* _WHAT YOU NEED TO DO_
Of the lines below, write out exactly those from the line with "g.setLineDash([]);" through the line with "M902 7 906 46", both included, and skip the rest.

***** DATA SHOWN

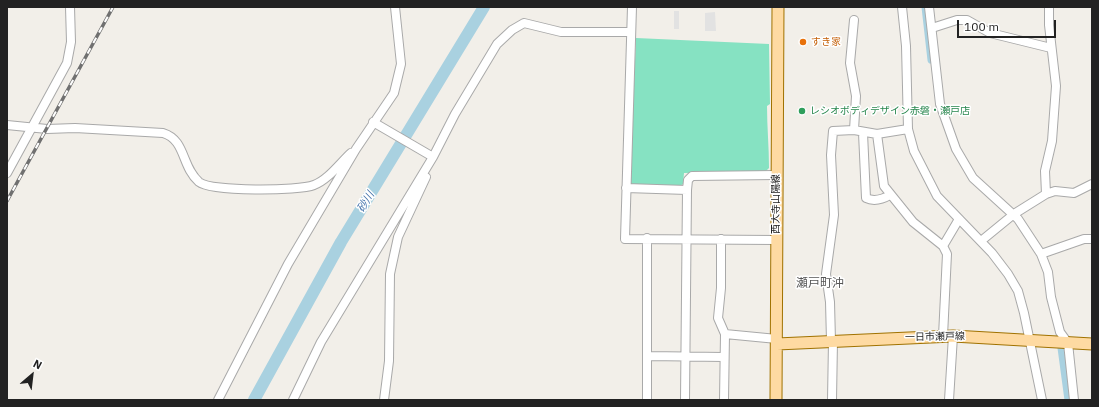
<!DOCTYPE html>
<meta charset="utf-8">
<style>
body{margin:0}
#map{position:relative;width:1099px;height:407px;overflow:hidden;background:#f2efe9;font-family:"IBM Plex Sans",sans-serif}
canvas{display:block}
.frame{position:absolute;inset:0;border:8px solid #222;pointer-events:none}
.north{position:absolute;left:12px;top:355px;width:40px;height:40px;-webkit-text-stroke:3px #fff;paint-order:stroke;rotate:28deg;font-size:11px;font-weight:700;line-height:16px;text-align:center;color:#222}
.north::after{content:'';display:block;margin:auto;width:14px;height:18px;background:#222;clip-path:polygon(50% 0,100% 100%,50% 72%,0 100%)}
.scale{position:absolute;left:957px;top:20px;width:99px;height:18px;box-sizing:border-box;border:2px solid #222;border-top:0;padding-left:5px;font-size:12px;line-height:14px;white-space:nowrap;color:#222;-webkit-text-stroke:3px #fff;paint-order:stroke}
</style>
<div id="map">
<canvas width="1099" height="407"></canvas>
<div class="frame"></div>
<div class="north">N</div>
<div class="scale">100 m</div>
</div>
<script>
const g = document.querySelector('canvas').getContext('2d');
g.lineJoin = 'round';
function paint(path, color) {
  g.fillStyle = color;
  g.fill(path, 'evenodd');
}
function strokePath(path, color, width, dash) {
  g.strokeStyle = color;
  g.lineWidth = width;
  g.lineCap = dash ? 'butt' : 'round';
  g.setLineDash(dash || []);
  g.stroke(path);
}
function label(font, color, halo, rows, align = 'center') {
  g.font = font + ' "IBM Plex Sans","Noto Sans JP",sans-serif';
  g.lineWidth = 3;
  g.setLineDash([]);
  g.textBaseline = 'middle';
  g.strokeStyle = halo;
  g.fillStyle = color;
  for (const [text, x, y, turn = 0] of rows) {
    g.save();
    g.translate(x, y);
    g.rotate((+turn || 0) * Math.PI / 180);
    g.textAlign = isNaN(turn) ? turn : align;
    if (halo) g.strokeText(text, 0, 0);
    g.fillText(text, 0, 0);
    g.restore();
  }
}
const pitch = new Path2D(`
 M636 38 769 44 770 104 767 106C767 127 769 147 769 168L765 172 684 173 683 184 680 186 630 184V136L632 130Z`);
const parking = new Path2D(`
 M674 11H679V29H674Z
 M715 12 716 31H705V13Z`);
const canal = new Path2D(`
 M925 7 931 60
 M1061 348 1068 400`);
const river = new Path2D(`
 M254 400 341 242 484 7`);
const minor = new Path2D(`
 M632 7 625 239 776 240
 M902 7 906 46 908 129 914 151 937 196 992 253 1008 274 1018 291 1024 313 1042 400
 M929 7 940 104 956 149 973 178 1018 219 1041 254 1048 272 1051 297 1060 332 1068 343 1074 400
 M854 20 850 63 856 96 854 130
 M932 28 957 20H967L990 33 1051 48
 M373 122 433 157
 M7 125 47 129 75 128 163 133C186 140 181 166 199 182 211 192 299 191 314 185 328 180 340 163 351 153
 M863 133 866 198C874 202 883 199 890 195
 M877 134 884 186 913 222 943 246 947 254 943 336
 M7 173 67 63 71 42 70 7
 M626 188 687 190 688 180 692 176 776 175
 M1046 194 1045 171 1052 141 1056 86 1049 25V7
 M721 239V288L718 318 725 334 724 400
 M981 241 1014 214 1046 194 1055 191 1074 193 1092 184
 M943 246 959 219
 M1041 254 1084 239H1092
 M725 334 777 339
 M831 341 830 302 826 274 834 215 831 155 833 131 854 130 877 134 908 129
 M647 356 724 357
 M218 400 288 264 356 149 394 93 401 64 395 7
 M293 400 321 342 433 157 455 114 497 44 512 30 524 23 561 32H631
 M384 400 389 361 390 274 398 237 426 177
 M647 400V238
 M685 400 687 190
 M832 400 833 341
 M949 400 953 336`);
const major = new Path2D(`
 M777 344 953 336 1092 344
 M776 400 778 7`);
const rail = new Path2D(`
 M7 201 113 7`);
const markers = [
 [803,42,4,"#e8710a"],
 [802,111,4,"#2e9e5b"]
];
const foodNames = [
 ["すき家",811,42]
];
const leisureNames = [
 ["レシオボディデザイン赤磐・瀬戸店",810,111]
];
const streetNames = [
 ["西大寺山陽線",776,204,-90],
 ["一日市瀬戸線",935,337,-1]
];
const waterNames = [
 ["砂川",366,202,-59]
];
const quarterNames = [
 ["瀬戸町沖",820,284]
];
paint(pitch, '#86e2c2');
paint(parking, '#e2e2e2');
strokePath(canal, '#a9d1e0', 7);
strokePath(river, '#a9d1e0', 12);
strokePath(minor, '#a9a9a9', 10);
strokePath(major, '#a07200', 13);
strokePath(minor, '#fff', 8);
strokePath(major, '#fedaa2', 11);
strokePath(rail, '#707070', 3.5);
strokePath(rail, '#fff', 2, [6]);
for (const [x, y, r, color] of markers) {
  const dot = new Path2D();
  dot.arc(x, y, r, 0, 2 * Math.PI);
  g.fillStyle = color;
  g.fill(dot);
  strokePath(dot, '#fff', 1.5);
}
label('10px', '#c56008', '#fff', foodNames, 'left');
label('10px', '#27864d', '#fff', leisureNames, 'left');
label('10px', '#222', '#fff', streetNames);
label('italic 11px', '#4876ad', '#fff', waterNames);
label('12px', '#555', '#fff', quarterNames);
</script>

**********

* _TASK RESULT_
  g.setLineDash([]);
  g.textBaseline = 'middle';
  g.strokeStyle = halo;
  g.fillStyle = color;
  for (const [text, x, y, turn = 0] of rows) {
    g.save();
    g.translate(x, y);
    g.rotate((+turn || 0) * Math.PI / 180);
    g.textAlign = isNaN(turn) ? turn : align;
    if (halo) g.strokeText(text, 0, 0);
    g.fillText(text, 0, 0);
    g.restore();
  }
}
const pitch = new Path2D(`
 M636 38 769 44 770 104 767 106C767 127 769 147 769 168L765 172 684 173 683 184 680 186 630 184V136L632 130Z`);
const parking = new Path2D(`
 M674 11H679V29H674Z
 M715 12 716 31H705V13Z`);
const canal = new Path2D(`
 M925 7 931 60
 M1061 348 1068 400`);
const river = new Path2D(`
 M254 400 341 242 484 7`);
const minor = new Path2D(`
 M632 7 625 239 776 240
 M902 7 906 46 908 129 914 151 937 196 992 253 1008 274 1018 291 1024 313 1042 400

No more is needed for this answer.